*To do*
Please tally every line in the listing below where the word "html" appears, then give the number and nothing more.

*Study material*
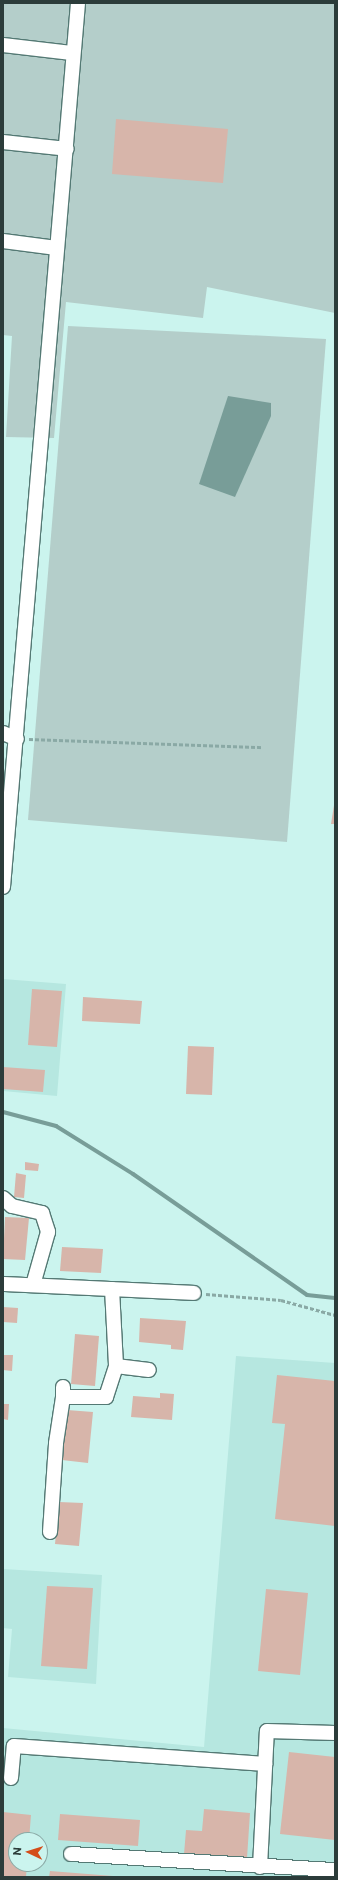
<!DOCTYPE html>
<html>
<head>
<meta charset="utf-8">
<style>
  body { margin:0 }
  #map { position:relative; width:338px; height:1880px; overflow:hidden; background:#cbf4ee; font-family:Commissioner,sans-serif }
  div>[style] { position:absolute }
  .built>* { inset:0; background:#b6e7e0 }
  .green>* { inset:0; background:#b4ceca }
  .water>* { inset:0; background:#789d98 }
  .stream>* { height:4px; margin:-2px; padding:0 2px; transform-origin:2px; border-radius:2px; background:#789d98 }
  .building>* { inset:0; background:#d7b5aa }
  .path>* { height:2.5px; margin-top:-1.25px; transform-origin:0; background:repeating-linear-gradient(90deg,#8aa9a5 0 4px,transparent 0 6px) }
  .roads { filter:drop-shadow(1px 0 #547974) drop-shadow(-1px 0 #547974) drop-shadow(0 1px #547974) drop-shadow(0 -1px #547974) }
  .minor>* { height:14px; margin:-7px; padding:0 7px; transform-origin:7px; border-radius:7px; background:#fff }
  span { translate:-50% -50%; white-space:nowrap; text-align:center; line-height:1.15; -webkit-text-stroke:3px #cbf4ee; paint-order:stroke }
  .frame { position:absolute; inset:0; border:4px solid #2c3c3a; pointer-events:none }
  .north { position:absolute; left:8px; top:1832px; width:40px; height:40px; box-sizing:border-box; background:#cbf4ee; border:1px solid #8baaa6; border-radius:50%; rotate:274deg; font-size:11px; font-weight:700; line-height:16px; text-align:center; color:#2c3c3a }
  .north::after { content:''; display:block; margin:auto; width:14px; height:18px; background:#d44d19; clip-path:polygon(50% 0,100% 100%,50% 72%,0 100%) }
</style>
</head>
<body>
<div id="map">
  <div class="built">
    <i style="clip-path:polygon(3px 979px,66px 984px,57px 1096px,3px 1091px)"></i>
    <i style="clip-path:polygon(evenodd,236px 1356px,335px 1363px,335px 1877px,3px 1877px,3px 1728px,204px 1747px,236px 1356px,16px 1840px,40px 1840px,40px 1864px,16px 1864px,16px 1840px)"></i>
    <i style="clip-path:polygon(3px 1569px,102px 1575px,96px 1684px,8px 1677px,12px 1629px,3px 1628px)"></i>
  </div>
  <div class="green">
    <i style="clip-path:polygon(3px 3px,335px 3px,335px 313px,207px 287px,203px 318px,66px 302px,54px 438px,6px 437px,12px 336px,3px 335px)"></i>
    <i style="clip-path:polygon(68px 326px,326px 339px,287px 842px,28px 820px)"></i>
  </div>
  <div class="water">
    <i style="clip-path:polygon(228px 396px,271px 403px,271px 416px,235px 497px,199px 484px)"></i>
  </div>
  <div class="stream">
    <i style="left:3px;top:1112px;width:55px;rotate:14.8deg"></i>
    <i style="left:56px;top:1126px;width:91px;rotate:31.9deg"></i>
    <i style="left:133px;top:1174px;width:212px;rotate:34.8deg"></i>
    <i style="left:307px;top:1295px;width:28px;rotate:6deg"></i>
  </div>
  <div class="building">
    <i style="clip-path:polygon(116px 119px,228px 129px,223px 183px,112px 174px)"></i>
    <i style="clip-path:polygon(335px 799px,335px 824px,331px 824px)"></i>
    <i style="clip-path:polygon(32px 989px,62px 991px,57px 1047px,28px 1045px)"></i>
    <i style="clip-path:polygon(83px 997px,142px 1001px,140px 1024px,82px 1021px)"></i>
    <i style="clip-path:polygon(188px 1046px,214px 1047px,212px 1095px,186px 1094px)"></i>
    <i style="clip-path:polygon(3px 1067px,45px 1070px,43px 1092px,3px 1089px)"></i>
    <i style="clip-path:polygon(25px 1162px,39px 1164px,38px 1171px,25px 1170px)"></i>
    <i style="clip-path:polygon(16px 1173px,26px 1175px,24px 1198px,14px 1197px)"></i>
    <i style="clip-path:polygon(5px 1217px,29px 1218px,25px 1260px,3px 1259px)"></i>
    <i style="clip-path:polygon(62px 1247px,103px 1249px,101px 1273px,60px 1271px)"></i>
    <i style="clip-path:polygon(3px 1307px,18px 1308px,17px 1323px,3px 1322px)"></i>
    <i style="clip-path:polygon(140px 1318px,186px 1321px,183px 1350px,171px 1349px,171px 1345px,139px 1342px)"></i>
    <i style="clip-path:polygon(75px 1334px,99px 1336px,95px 1386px,71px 1384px)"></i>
    <i style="clip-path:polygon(3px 1355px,13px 1355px,12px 1371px,3px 1370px)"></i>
    <i style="clip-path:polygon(277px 1375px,335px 1381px,335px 1526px,275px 1519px,285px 1424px,272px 1423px)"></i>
    <i style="clip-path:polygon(160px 1393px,174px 1394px,172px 1420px,131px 1417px,133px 1396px,160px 1398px)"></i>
    <i style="clip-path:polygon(3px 1404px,9px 1404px,8px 1420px,3px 1419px)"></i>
    <i style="clip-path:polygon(67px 1410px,93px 1412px,88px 1463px,62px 1460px)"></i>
    <i style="clip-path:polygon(59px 1502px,83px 1503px,79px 1546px,55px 1544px)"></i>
    <i style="clip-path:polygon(47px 1586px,93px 1588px,87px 1669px,41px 1666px)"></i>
    <i style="clip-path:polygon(266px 1589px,308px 1593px,300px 1675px,258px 1671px)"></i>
    <i style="clip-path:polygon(289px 1752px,335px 1757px,335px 1840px,280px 1834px)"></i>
    <i style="clip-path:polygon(204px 1809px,250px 1813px,247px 1858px,184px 1854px,186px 1830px,202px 1831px)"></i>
    <i style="clip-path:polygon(3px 1812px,31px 1815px,29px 1840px,16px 1840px,16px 1864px,27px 1864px,26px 1877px,3px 1877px)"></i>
    <i style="clip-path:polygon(60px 1814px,140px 1820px,138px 1846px,58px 1840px)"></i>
    <i style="clip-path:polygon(50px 1871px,113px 1876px,113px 1877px,49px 1877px)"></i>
  </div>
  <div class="path">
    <i style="left:29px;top:739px;width:234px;rotate:2deg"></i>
    <i style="left:206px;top:1294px;width:75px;rotate:4.6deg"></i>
    <i style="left:281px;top:1300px;width:56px;rotate:15.5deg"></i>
  </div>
  <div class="roads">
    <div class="minor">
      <i style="left:3px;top:45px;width:69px;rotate:6.6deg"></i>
      <i style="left:3px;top:142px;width:64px;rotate:6.2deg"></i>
      <i style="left:3px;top:241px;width:54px;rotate:7.4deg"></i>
      <i style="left:3px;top:733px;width:15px;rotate:23deg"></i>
      <i style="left:3px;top:887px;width:887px;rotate:-85.15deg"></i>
      <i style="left:3px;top:1198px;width:12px;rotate:42deg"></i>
      <i style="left:12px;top:1206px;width:31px;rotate:13deg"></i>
      <i style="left:42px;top:1213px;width:20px;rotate:72deg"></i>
      <i style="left:48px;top:1232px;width:55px;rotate:105.8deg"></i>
      <i style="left:3px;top:1284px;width:191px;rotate:2.7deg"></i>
      <i style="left:112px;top:1289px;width:77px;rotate:87deg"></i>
      <i style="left:116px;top:1366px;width:33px;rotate:7deg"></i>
      <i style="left:63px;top:1387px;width:10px;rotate:90deg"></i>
      <i style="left:63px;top:1397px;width:43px"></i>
      <i style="left:106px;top:1397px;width:33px;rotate:-72deg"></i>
      <i style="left:50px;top:1532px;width:89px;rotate:-86.1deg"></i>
      <i style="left:56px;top:1443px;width:47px;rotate:-81.3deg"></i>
      <i style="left:11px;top:1778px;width:32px;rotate:-85deg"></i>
      <i style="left:14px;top:1746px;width:252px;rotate:4.1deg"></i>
      <i style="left:71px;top:1854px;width:264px;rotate:3.5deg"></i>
      <i style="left:260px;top:1867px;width:136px;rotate:-87.1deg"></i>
      <i style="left:267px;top:1731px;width:68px;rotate:1.7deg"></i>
    </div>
  </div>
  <div class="frame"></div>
  <div class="north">N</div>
</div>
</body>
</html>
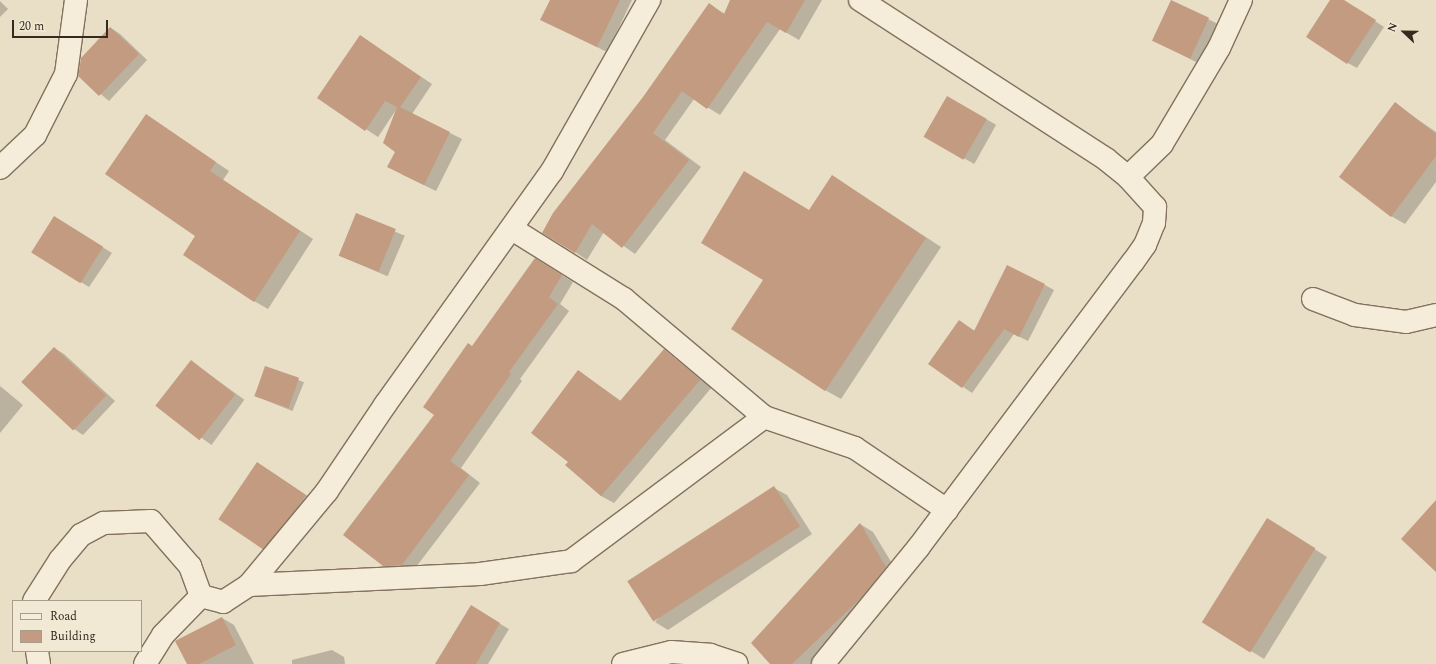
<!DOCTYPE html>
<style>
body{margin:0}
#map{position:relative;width:1436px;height:664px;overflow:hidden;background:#e9dec6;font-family:Spectral,serif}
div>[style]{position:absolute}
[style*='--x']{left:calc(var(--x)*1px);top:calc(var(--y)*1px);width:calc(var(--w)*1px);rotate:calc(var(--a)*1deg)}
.shadow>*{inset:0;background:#0003;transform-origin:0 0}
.building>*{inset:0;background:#c39b80;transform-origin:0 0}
.roads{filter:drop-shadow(1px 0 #83715e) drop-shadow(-1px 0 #83715e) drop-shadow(0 1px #83715e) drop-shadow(0 -1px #83715e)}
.minor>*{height:22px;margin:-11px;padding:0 11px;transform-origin:11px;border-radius:11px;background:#f5ecd9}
span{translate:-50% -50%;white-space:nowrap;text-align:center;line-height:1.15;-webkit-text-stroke:4px #f2e9d5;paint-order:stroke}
.legend{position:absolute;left:12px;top:600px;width:130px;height:52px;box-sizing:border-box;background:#f2e9d5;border:1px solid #a69d8d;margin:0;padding:5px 7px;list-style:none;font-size:12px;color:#352a20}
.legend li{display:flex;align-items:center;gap:8px;height:20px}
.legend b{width:20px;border:1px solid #a69d8d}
.north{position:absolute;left:1384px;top:12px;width:40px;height:40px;-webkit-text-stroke:3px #f2e9d5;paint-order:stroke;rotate:292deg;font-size:11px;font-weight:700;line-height:16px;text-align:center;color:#352a20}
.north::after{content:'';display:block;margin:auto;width:14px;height:18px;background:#352a20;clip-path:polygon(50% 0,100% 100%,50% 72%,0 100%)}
.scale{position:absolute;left:12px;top:20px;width:96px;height:18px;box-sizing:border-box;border:2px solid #352a20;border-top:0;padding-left:5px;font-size:12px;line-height:14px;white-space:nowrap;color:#352a20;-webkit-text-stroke:3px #f2e9d5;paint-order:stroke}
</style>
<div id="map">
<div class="shadow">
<i style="clip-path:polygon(551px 0,632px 0,607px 52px,542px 20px)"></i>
<i style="clip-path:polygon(733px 0,822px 0,799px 40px,780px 29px,720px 115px,694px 99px,665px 140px,701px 167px,635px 254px,604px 232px,587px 260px,575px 252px,644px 97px,709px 5px,725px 14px)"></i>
<i style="clip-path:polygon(1331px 0,1343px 0,1384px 27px,1357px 68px,1348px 63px)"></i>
<i style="clip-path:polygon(0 1px,8px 9px,0 17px)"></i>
<i style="clip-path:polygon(1208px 19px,1218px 24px,1198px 63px,1162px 45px)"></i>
<i style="clip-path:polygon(111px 28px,120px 34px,147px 60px,109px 101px,79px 76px)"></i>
<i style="clip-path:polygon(360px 36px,432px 84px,412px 114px,462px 139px,436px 191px,401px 174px,396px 151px,396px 110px,378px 137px,318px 98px)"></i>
<i style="left:948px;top:98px;width:55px;height:45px;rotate:29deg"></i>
<i style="clip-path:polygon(1395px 104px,1436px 132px,1436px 182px,1405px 224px,1391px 216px)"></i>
<i style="clip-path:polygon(146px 115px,229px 171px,223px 180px,313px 239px,268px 309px,254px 301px,196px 235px)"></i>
<i style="clip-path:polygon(833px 176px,941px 247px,841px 399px,825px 390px,810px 211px)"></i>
<i style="left:356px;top:215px;width:53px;height:44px;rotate:23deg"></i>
<i style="clip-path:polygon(64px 223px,112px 253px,89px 287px,32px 252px)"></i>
<i style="clip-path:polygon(547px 266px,573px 282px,560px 304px,569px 311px,520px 379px,522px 381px,461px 468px,480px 483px,413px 571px,396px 572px,384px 565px,436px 414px,473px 347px)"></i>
<i style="clip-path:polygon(1045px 285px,1054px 290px,1028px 341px,1014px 334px,972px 393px,930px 364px,960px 321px,975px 331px)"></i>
<i style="clip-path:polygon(54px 348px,64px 354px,115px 401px,83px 435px,74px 429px,25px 384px)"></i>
<i style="clip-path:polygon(664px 350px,712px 387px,614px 503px,601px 496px,566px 465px,569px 462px,579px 371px,621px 401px)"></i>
<i style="left:191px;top:361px;width:66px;height:56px;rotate:36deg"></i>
<i style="left:266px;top:367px;width:41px;height:31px;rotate:22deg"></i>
<i style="clip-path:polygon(0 386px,23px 405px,0 433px)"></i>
<i style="clip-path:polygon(267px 469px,315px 501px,273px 553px,263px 548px)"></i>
<i style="clip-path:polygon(774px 488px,787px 495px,812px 534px,668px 630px,655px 622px)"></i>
<i style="clip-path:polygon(860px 524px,873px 532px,899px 575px,813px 664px,772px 664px)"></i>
<i style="clip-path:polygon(1280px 527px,1327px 557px,1264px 659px,1204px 622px)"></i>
<i style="clip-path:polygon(471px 607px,509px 629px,488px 664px,442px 664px)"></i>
<i style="clip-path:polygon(222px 618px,234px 625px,254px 664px,188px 664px)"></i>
<i style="clip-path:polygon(332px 650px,344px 657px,345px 664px,292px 664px,292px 660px)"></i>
</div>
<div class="building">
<i style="clip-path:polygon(550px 0,620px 0,597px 47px,540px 20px)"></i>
<i style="clip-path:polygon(730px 0,805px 0,786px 33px,767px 22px,707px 109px,682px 91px,653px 133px,689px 160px,622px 248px,592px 224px,575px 253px,542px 233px,553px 213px,643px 97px,709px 3px,724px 14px)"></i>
<i style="left:1171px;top:0;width:42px;height:45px;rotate:25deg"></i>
<i style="clip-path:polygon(1330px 0,1344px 0,1376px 20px,1347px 64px,1306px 37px)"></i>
<i style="clip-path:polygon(110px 27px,139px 54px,99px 96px,78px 76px,81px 58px)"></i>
<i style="clip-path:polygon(360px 35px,421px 77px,400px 107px,450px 132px,424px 185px,387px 167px,395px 152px,383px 143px,397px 107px,385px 101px,365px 131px,317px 98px)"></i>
<i style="left:947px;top:96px;width:46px;height:47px;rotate:30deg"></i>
<i style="clip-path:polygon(1395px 102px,1436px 134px,1436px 156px,1391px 217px,1339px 177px)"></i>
<i style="clip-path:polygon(146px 114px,216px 162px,210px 171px,300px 231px,254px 302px,183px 255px,195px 236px,105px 174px)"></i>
<i style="clip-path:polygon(744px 171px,809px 210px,832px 175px,926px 238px,825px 391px,731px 329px,763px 280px,701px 243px)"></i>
<i style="left:356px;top:213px;width:43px;height:46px;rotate:22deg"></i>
<i style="left:54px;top:216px;width:58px;height:43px;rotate:32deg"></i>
<i style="clip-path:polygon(535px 258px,562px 275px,549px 297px,558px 304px,509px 372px,511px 374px,450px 461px,469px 475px,402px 565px,383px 566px,343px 535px,434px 415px,423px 407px,468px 343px,472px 346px)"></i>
<i style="clip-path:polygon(1007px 265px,1045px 284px,1019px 337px,1004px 329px,962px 388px,928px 364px,959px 320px,974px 331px)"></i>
<i style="left:54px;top:347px;width:71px;height:48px;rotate:43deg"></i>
<i style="clip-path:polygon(664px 349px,700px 380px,601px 496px,565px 465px,568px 462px,531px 433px,578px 370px,620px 401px)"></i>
<i style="left:191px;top:360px;width:56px;height:58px;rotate:38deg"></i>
<i style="left:265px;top:366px;width:36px;height:32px;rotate:19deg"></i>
<i style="left:257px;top:462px;width:59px;height:69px;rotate:34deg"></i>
<i style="left:774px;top:486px;width:48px;height:175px;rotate:57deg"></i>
<i style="clip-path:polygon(1436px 500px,1436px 572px,1401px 539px)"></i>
<i style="left:1267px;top:518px;width:57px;height:123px;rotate:32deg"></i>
<i style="clip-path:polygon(860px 523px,886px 567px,863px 596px,792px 664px,770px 664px,751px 643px)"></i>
<i style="clip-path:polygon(471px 605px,500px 623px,476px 664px,435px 664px)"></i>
<i style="clip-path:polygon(222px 617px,236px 645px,199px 664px,187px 664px,175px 641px)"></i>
</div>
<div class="roads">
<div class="minor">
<i style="--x:0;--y:168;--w:48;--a:-43.3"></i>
<i style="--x:35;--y:135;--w:68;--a:-63.1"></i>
<i style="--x:66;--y:74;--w:75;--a:-82.3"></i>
<i style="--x:1128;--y:177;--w:47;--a:-44.1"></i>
<i style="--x:1162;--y:144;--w:112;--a:-59.3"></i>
<i style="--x:1219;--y:48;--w:53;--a:-65.4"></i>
<i style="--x:512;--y:229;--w:132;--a:32"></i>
<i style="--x:624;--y:299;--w:183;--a:40.1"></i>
<i style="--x:764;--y:417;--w:96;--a:18.8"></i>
<i style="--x:855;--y:448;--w:111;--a:34"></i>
<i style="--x:1313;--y:299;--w:45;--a:20.9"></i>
<i style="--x:1355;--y:315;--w:51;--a:7.8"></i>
<i style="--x:1406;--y:322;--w:31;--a:-13"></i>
<i style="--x:249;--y:585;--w:231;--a:-2.7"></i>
<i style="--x:480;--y:574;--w:92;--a:-8.1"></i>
<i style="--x:571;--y:561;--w:241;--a:-36.7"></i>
<i style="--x:34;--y:601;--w:49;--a:-57.6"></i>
<i style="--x:60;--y:560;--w:33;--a:-50"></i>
<i style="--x:81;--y:535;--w:26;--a:-28"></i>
<i style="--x:104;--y:523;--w:47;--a:-2.4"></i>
<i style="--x:151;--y:521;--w:60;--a:49.1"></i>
<i style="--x:190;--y:566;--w:32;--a:70"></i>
<i style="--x:37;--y:651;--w:13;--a:81"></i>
<i style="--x:145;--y:664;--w:34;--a:-58"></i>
<i style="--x:163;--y:635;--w:54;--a:-45.7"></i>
<i style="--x:201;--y:596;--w:23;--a:15"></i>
<i style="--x:223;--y:602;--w:31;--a:-33"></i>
<i style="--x:249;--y:585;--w:122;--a:-50.3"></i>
<i style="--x:327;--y:491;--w:104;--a:-56"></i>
<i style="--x:385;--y:405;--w:287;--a:-54.5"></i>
<i style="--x:552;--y:171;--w:197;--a:-60.4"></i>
<i style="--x:623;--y:664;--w:49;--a:-14"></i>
<i style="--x:671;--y:652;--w:39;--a:4"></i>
<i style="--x:710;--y:655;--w:28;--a:18"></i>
<i style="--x:823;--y:664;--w:150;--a:-50.7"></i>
<i style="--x:918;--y:548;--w:358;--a:-53.1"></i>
<i style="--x:1133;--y:262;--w:21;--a:-55"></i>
<i style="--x:1145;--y:245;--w:24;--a:-68"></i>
<i style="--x:1154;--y:223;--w:16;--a:-86"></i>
<i style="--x:1155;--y:207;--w:40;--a:-132"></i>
<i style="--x:1128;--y:177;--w:28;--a:-141"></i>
<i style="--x:1106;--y:159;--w:293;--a:-147.1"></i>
</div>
</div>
<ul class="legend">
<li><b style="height:5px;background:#f5ecd9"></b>Road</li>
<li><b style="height:11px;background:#c39b80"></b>Building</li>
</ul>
<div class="north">N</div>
<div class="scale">20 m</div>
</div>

*Solution to the exercise*
4